Duncan Brantley's and Rick Reilly's screenplay draws Lexi as an unmistakable homage to Rosalind Russell's ace newshound in His Girl Friday, a classic screwball comedy with Cary Grant. Film buffs love vintage screwball comedies, but they resist imitation today partly because their origins in the 1930s, not long after the silent film era, derived from high-speed stage farce.

Even the Coen Brothers faltered in their screwball tribute The Hudsucker Proxy, although Leatherheads has one advantage with Krasinski, who makes a much more likable, believable "innocent" than Tim Robbins. Krasinski's minimal, soft-spoken delivery from The Office serves him extremely well, bringing the zany situations down to earth.
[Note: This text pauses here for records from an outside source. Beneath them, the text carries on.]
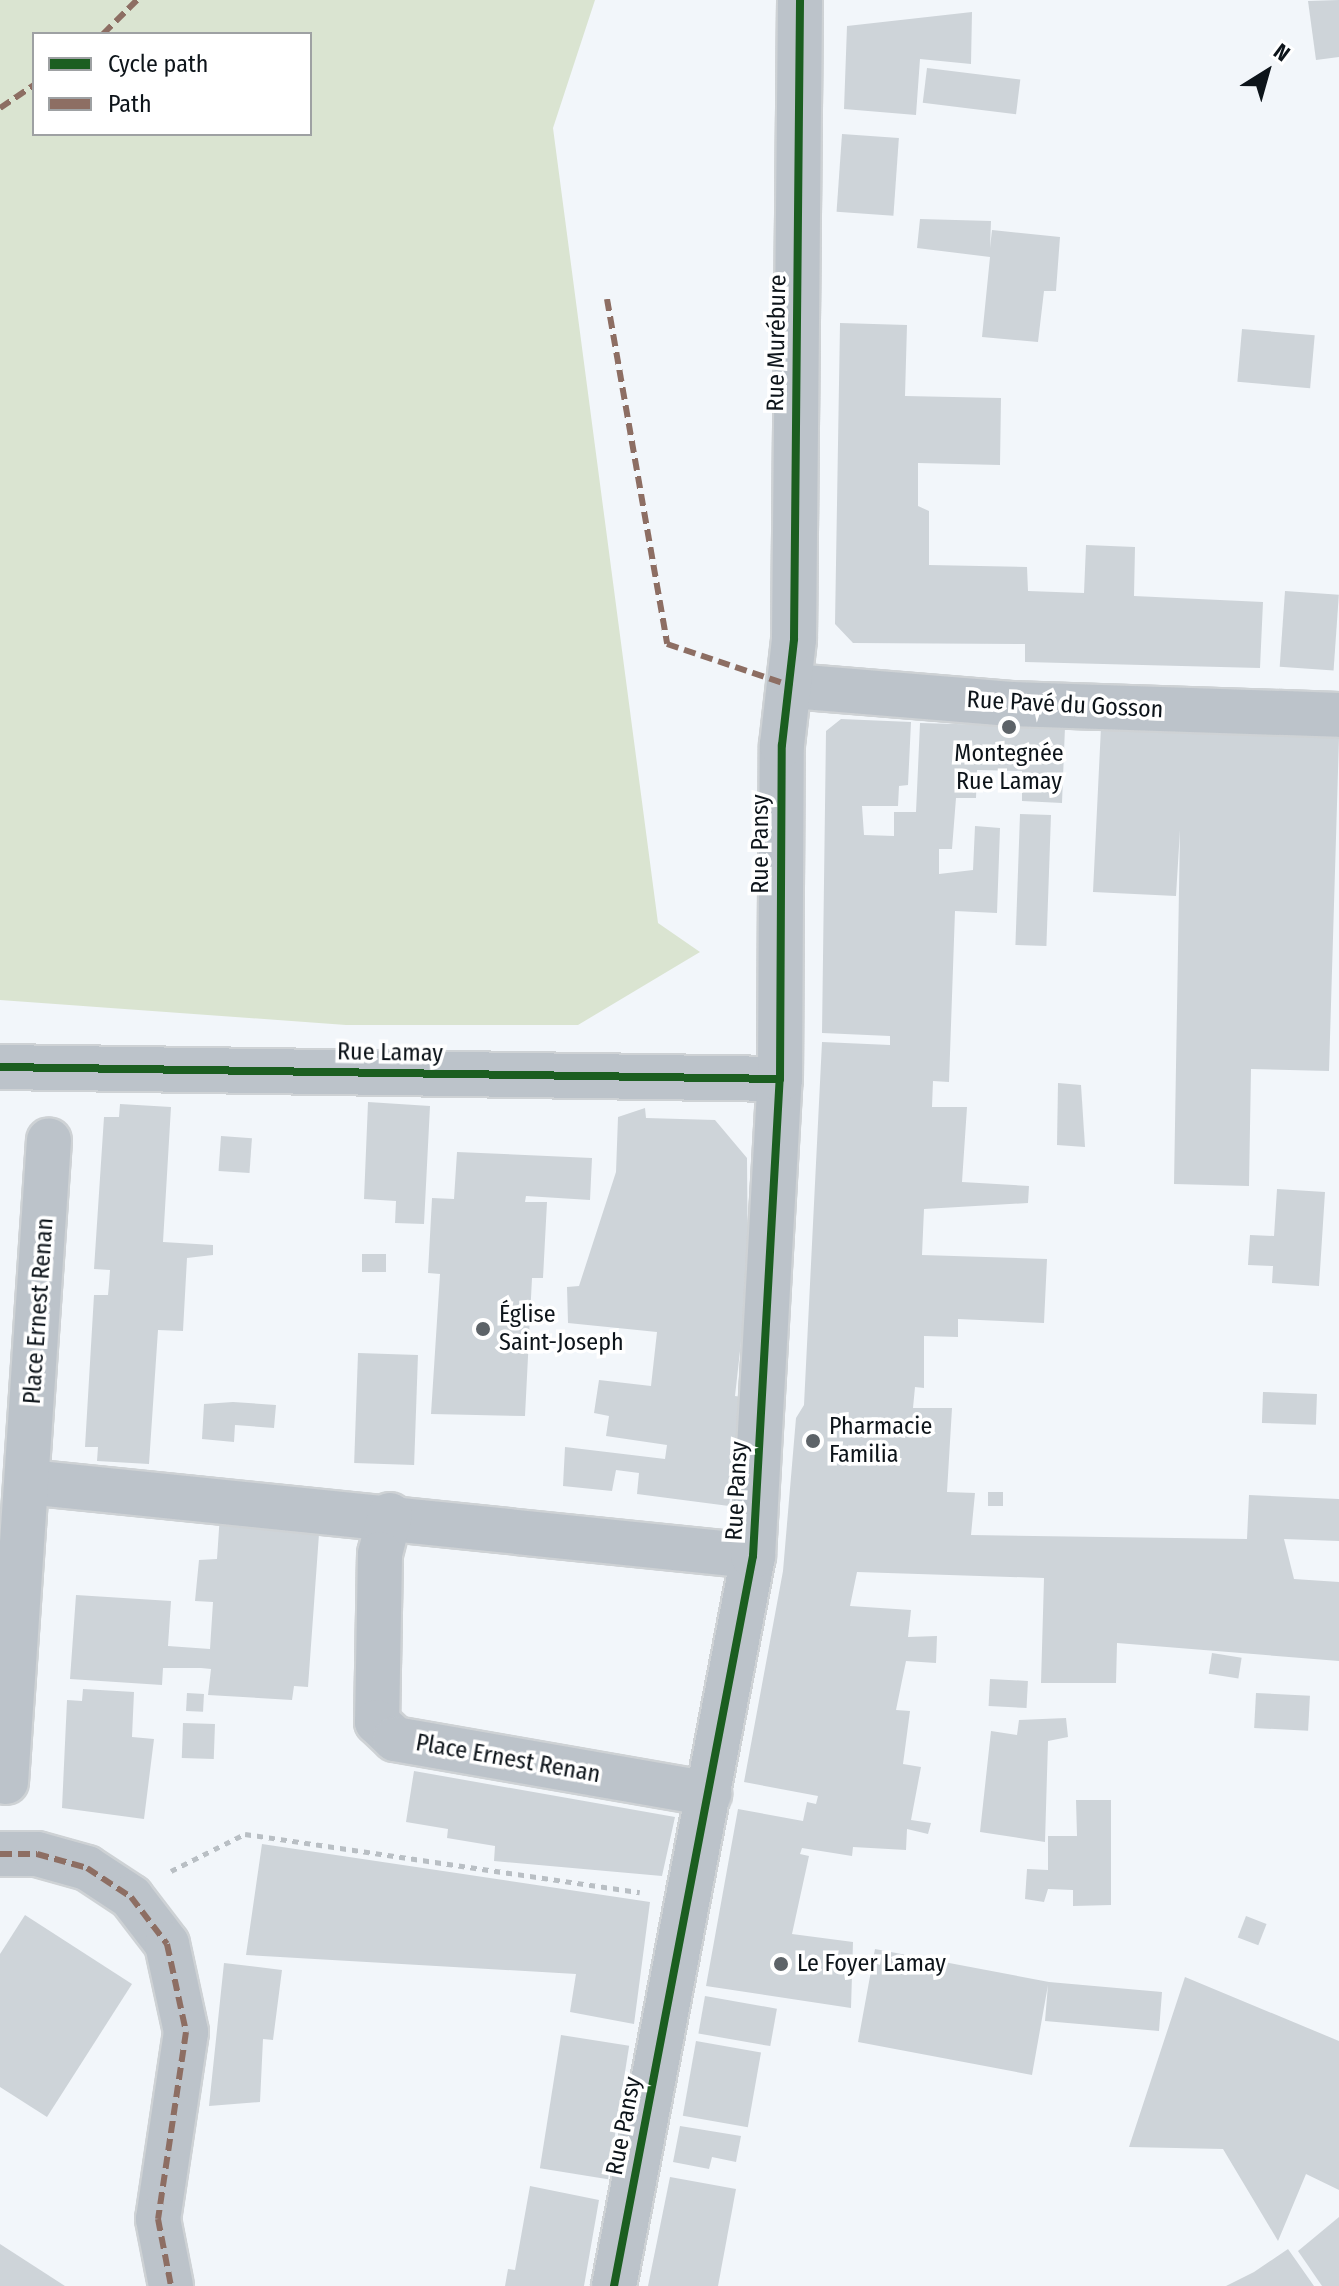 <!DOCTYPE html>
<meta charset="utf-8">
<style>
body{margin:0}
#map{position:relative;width:1339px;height:2286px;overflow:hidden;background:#f2f6fa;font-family:"Fira Sans Condensed",sans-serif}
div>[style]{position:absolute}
.green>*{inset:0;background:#dae4d1}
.building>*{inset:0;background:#ced4d9;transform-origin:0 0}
.path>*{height:5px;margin-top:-2.5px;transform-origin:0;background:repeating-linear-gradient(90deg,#b9bfc4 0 6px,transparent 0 12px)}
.roads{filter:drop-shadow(2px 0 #ced2d5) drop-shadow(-2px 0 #ced2d5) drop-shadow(0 2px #ced2d5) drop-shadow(0 -2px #ced2d5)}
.minor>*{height:44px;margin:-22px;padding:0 22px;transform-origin:22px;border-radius:22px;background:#bcc3ca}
.quiet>*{height:6px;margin-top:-3px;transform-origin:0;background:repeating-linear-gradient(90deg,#8d6e63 0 12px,transparent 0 18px)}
.cycleway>*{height:8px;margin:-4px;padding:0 4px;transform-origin:4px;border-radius:4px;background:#1b5e20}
.dots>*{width:22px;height:22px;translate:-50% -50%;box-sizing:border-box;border:4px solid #fff;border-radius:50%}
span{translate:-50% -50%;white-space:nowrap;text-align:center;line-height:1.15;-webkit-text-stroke:7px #fff;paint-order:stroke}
.street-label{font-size:24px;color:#0d141a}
.poi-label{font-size:24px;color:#0d141a}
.left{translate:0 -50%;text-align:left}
.legend{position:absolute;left:32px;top:32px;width:280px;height:104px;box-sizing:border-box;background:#fff;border:2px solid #9ea1a3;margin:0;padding:10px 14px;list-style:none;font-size:24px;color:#0d141a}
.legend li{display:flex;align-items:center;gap:16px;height:40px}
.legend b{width:40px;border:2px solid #9ea1a3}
.north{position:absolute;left:1227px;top:32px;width:80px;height:80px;-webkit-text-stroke:6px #fff;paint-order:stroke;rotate:37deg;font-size:22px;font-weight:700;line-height:32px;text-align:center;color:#0d141a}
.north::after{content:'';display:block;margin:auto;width:28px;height:36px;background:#0d141a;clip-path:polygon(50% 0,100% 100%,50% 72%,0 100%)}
</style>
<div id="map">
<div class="green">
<div style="clip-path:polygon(evenodd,0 0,595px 0,553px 128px,658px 923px,700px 952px,578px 1025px,346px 1025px,0 1000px,0 0,34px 34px,310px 34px,310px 134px,34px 134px,34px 34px)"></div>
</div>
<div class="building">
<div style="clip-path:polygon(1339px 0,1339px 57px,1316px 60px,1308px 1px)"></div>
<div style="clip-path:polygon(972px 12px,971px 64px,920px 59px,916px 115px,844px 109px,847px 26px)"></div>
<div style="left:927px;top:68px;width:94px;height:35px;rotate:7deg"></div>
<div style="left:842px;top:134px;width:57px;height:78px;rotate:4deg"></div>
<div style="clip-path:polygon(920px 219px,991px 221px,990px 248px,992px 230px,1060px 237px,1056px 291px,1044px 291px,1038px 342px,982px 337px,990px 257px,917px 248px)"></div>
<div style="clip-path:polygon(840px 323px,907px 325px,905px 396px,1001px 398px,1000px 465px,918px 463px,918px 506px,929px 511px,929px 565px,1027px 567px,1028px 591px,1084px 593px,1086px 545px,1135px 547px,1134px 596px,1263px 602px,1260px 668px,1025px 662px,1025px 644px,853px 643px,835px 624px)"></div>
<div style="left:1242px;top:329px;width:73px;height:53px;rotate:5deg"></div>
<div style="left:1285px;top:591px;width:54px;height:76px;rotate:4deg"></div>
<div style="clip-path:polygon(841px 719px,911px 722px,908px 785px,899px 786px,898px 806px,862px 806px,864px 835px,894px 836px,894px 812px,916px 812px,920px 723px,1065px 727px,1062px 803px,1022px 801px,1022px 771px,977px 770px,976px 798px,956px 798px,952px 849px,939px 849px,939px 874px,973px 870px,975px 826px,1000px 828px,997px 913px,955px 911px,949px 1082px,933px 1081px,932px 1107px,967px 1107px,962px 1182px,1029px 1186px,1028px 1203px,924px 1209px,922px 1255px,1047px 1259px,1044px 1323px,958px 1319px,958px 1337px,924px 1336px,924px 1388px,915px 1387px,913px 1408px,952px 1408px,947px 1492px,975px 1493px,971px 1535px,1247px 1539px,1249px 1495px,1339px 1499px,1339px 1541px,1284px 1539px,1294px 1579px,1339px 1582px,1339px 1661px,1117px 1643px,1116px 1683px,1041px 1683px,1044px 1578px,857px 1572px,850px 1606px,911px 1610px,908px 1637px,937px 1636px,936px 1663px,906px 1661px,896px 1710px,910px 1711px,903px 1764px,921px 1767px,911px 1820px,931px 1823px,928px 1834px,907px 1829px,906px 1850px,853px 1847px,852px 1856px,802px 1848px,800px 1854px,809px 1856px,792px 1934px,853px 1942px,851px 2008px,706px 1986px,738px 1809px,803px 1821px,807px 1802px,816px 1804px,818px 1796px,744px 1782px,783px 1571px,796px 1418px,804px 1405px,822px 1042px,890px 1045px,890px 1036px,822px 1033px,826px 731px)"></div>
<div style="clip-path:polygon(1101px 727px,1339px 738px,1329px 1071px,1251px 1069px,1249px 1186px,1174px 1184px,1180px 830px,1176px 896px,1093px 892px)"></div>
<div style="left:1020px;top:814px;width:31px;height:131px;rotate:2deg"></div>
<div style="clip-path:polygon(1058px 1083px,1081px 1085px,1085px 1147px,1057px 1145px)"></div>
<div style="clip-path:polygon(368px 1102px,430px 1106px,424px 1224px,395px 1223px,396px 1201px,364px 1199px)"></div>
<div style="clip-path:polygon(120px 1104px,171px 1107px,163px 1242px,213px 1245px,213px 1255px,187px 1258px,183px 1331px,158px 1330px,149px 1464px,97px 1461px,98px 1447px,85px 1447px,94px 1295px,108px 1295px,109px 1284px,110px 1270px,94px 1269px,104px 1117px,119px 1117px)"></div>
<div style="clip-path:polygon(645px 1108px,646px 1118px,715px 1120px,747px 1158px,748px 1279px,735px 1396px,742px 1397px,729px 1506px,637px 1494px,639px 1473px,616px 1470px,612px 1491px,563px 1486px,565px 1447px,665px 1459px,667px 1445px,606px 1436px,609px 1416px,594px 1413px,599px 1380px,651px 1386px,657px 1332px,568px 1323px,567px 1287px,579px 1286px,616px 1172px,618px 1117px)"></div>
<div style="left:221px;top:1136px;width:31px;height:35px;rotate:4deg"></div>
<div style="clip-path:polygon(457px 1152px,592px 1158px,590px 1200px,526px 1196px,525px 1202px,547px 1202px,543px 1278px,532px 1278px,525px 1416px,431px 1414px,440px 1274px,428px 1273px,432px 1198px,454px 1199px)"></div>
<div style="clip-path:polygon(1277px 1189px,1325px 1192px,1319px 1286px,1272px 1283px,1273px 1266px,1248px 1265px,1250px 1235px,1274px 1236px)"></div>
<div style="left:362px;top:1254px;width:24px;height:18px"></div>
<div style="left:358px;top:1353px;width:60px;height:110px;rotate:2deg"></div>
<div style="left:1263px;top:1392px;width:54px;height:31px;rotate:2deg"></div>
<div style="clip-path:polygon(233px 1402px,276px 1405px,274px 1428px,235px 1425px,234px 1442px,202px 1439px,204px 1404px)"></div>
<div style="left:988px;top:1492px;width:15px;height:14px"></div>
<div style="clip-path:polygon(220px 1514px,304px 1519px,303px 1533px,319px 1534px,308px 1687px,294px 1686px,292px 1700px,208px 1695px,211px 1669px,201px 1668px,163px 1668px,162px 1685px,70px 1679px,76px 1595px,171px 1601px,168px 1646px,210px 1649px,213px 1602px,195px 1601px,199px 1560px,217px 1559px)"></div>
<div style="left:1212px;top:1653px;width:30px;height:21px;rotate:9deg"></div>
<div style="left:990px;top:1679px;width:38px;height:27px;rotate:3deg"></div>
<div style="clip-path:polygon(83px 1689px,134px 1692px,132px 1737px,154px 1739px,144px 1819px,62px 1808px,67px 1700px,82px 1701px)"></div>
<div style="left:187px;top:1693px;width:17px;height:18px;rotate:3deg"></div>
<div style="left:1256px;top:1693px;width:54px;height:35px;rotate:3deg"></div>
<div style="clip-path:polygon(1066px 1718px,1068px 1737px,1048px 1741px,1045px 1842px,980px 1832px,991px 1731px,1017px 1735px,1019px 1720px)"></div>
<div style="left:183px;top:1723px;width:32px;height:35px;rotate:2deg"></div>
<div style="clip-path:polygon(414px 1771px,675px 1817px,662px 1876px,494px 1861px,495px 1846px,447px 1838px,448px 1829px,406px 1822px)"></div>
<div style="clip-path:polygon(1076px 1800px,1111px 1800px,1111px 1905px,1073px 1906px,1073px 1890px,1048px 1889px,1044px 1902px,1025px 1899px,1027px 1869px,1048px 1870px,1048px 1836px,1077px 1836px)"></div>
<div style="clip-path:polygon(262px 1844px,650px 1902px,634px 2024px,570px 2012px,576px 1974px,246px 1955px)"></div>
<div style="clip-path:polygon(25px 1915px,132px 1984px,47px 2117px,0 2087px,0 1954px)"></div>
<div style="left:1246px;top:1916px;width:22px;height:23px;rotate:21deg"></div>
<div style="clip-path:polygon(875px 1949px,1049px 1982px,1162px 1992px,1159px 2031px,1045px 2021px,1048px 1985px,1032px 2075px,858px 2042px)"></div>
<div style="clip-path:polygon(224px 1963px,282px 1970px,273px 2040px,263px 2039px,260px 2102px,209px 2106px)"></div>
<div style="clip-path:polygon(1185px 1977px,1339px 2041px,1339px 2190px,1306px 2174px,1278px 2241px,1223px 2149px,1129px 2147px)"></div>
<div style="left:705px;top:1996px;width:73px;height:38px;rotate:10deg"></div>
<div style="left:561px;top:2035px;width:69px;height:135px;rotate:9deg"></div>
<div style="left:696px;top:2041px;width:66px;height:76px;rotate:10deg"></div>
<div style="clip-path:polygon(680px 2126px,741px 2136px,736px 2162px,712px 2157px,709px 2169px,673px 2162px)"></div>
<div style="clip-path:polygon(670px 2177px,736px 2189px,718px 2286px,648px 2286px)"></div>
<div style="clip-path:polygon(530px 2186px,599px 2200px,584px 2286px,505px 2286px,508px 2269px,515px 2270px)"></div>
<div style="clip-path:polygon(1339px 2217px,1339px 2286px,1322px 2286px,1298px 2251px)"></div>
<div style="clip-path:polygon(0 2244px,65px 2286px,0 2286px)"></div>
<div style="clip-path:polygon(1288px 2249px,1314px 2286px,1226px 2286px,1254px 2272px)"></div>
</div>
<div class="path">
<div style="left:171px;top:1871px;width:83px;rotate:-26.6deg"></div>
<div style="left:245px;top:1834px;width:399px;rotate:8.4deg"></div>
</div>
<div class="roads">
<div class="minor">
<div style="left:792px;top:686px;width:220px;rotate:4.7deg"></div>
<div style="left:1011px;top:704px;width:328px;rotate:1.9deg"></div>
<div style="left:0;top:1067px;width:780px;rotate:0.88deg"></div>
<div style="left:28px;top:1482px;width:729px;rotate:5.83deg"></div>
<div style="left:390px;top:1515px;width:40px;rotate:104.4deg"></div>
<div style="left:380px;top:1554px;width:168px;rotate:91deg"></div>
<div style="left:377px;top:1722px;width:25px;rotate:43deg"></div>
<div style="left:395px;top:1739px;width:319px;rotate:9.9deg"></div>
<div style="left:6px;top:1782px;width:643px;rotate:-86.17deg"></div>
<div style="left:0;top:1854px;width:37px"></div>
<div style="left:37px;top:1854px;width:52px;rotate:15.6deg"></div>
<div style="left:87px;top:1868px;width:53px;rotate:33.4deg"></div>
<div style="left:131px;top:1897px;width:59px;rotate:52.5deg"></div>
<div style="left:167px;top:1944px;width:90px;rotate:77.8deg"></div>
<div style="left:186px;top:2032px;width:189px;rotate:98.5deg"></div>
<div style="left:158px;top:2219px;width:68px;rotate:79deg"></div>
<div style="left:614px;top:2286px;width:743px;rotate:-79.22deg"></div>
<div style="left:753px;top:1556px;width:478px;rotate:-86.8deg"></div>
<div style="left:780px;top:1079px;width:334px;rotate:-89.7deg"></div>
<div style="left:782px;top:745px;width:107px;rotate:-83.5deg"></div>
<div style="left:794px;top:639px;width:639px;rotate:-89.46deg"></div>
</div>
</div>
<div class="quiet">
<div style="left:103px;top:34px;width:48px;rotate:-45deg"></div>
<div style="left:0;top:108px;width:41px;rotate:-34.1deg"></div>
<div style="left:607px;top:299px;width:350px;rotate:80.1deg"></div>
<div style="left:667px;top:644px;width:132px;rotate:18.6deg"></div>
<div style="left:0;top:1854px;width:37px"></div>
<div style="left:37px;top:1854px;width:52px;rotate:15.6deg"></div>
<div style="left:87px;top:1868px;width:53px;rotate:33.4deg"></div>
<div style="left:131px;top:1897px;width:59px;rotate:52.5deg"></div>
<div style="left:167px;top:1944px;width:90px;rotate:77.8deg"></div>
<div style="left:186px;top:2032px;width:189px;rotate:98.5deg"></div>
<div style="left:158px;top:2219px;width:68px;rotate:79deg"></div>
</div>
<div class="cycleway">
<div style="left:0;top:1067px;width:780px;rotate:0.88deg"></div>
<div style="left:614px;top:2286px;width:743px;rotate:-79.22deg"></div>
<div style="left:753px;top:1556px;width:478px;rotate:-86.8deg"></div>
<div style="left:780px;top:1079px;width:334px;rotate:-89.7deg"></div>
<div style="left:782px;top:745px;width:107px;rotate:-83.5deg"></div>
<div style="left:794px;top:639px;width:639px;rotate:-89.46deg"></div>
</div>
<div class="dots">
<div style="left:1009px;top:727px;background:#5d6368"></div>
<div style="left:483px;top:1329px;background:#5d6368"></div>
<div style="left:813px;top:1441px;background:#5d6368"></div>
<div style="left:781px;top:1964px;background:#5d6368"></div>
</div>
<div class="street-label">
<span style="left:777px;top:343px;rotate:-89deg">Rue Murébure</span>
<span style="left:1065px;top:705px;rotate:3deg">Rue Pavé du Gosson</span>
<span style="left:761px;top:844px;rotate:-90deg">Rue Pansy</span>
<span style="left:390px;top:1053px;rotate:1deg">Rue Lamay</span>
<span style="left:39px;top:1311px;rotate:-86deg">Place Ernest Renan</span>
<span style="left:737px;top:1491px;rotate:-87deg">Rue Pansy</span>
<span style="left:508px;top:1759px;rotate:10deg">Place Ernest Renan</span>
<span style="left:624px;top:2126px;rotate:-79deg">Rue Pansy</span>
</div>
<div class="poi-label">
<span style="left:1009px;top:768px">Montegnée<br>Rue Lamay</span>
<span class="left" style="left:499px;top:1329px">Église<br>Saint-Joseph</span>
<span class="left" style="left:829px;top:1441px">Pharmacie<br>Familia</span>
<span class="left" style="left:797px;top:1964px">Le Foyer Lamay</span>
</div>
<ul class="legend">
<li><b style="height:10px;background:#1b5e20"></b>Cycle path</li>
<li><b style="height:10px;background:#8d6e63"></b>Path</li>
</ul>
<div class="north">N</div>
</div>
Lexi and Dodge engage in most of the rapid-fire repartee, which proves reasonably clever: "Were you speaking to me?" "No, I was just practicing my American accent." Putting aside some ungentlemanly thoughts (is Zellweger really the kind of knockout who could turn heads from across a hotel lobby?), the pair makes an appealing romantic duo, especially in their quieter scenes. When Leatherheads moves the slapstick off the gridiron, as in a scene with bumbling police chasing Dodge and Lexi, the film's artifice becomes too obvious.

Clooney and cinematographer Newton Thomas Sigel (who also shot Clooney's Confessions of a Dangerous Mind) give the film a glossy sheen, which lovingly records flapper-era fashions and ruddy-faced linemen. Leatherheads seems to take place in a perpetual autumn, but eventually the enshrinement of history plays against it. The closer the film gets to the end, the more nostalgic it gets for old-school pro football, back before it became literally "professional" and obsessed with rules. It's hard to get worked up over the changes in the game when Leatherheads' first act did such a good job of showing it on its last legs.

Clooney won't win any Oscars with Leatherheads, but he rises to a comedic challenge possibly more daunting than the heavyweight drama of his superb previous film, Good Night, and Good Luck. Leatherheads affirms Clooney as a tested, perfectly competent director, as well as an A-list movie star. And he's nothing if not a good sport.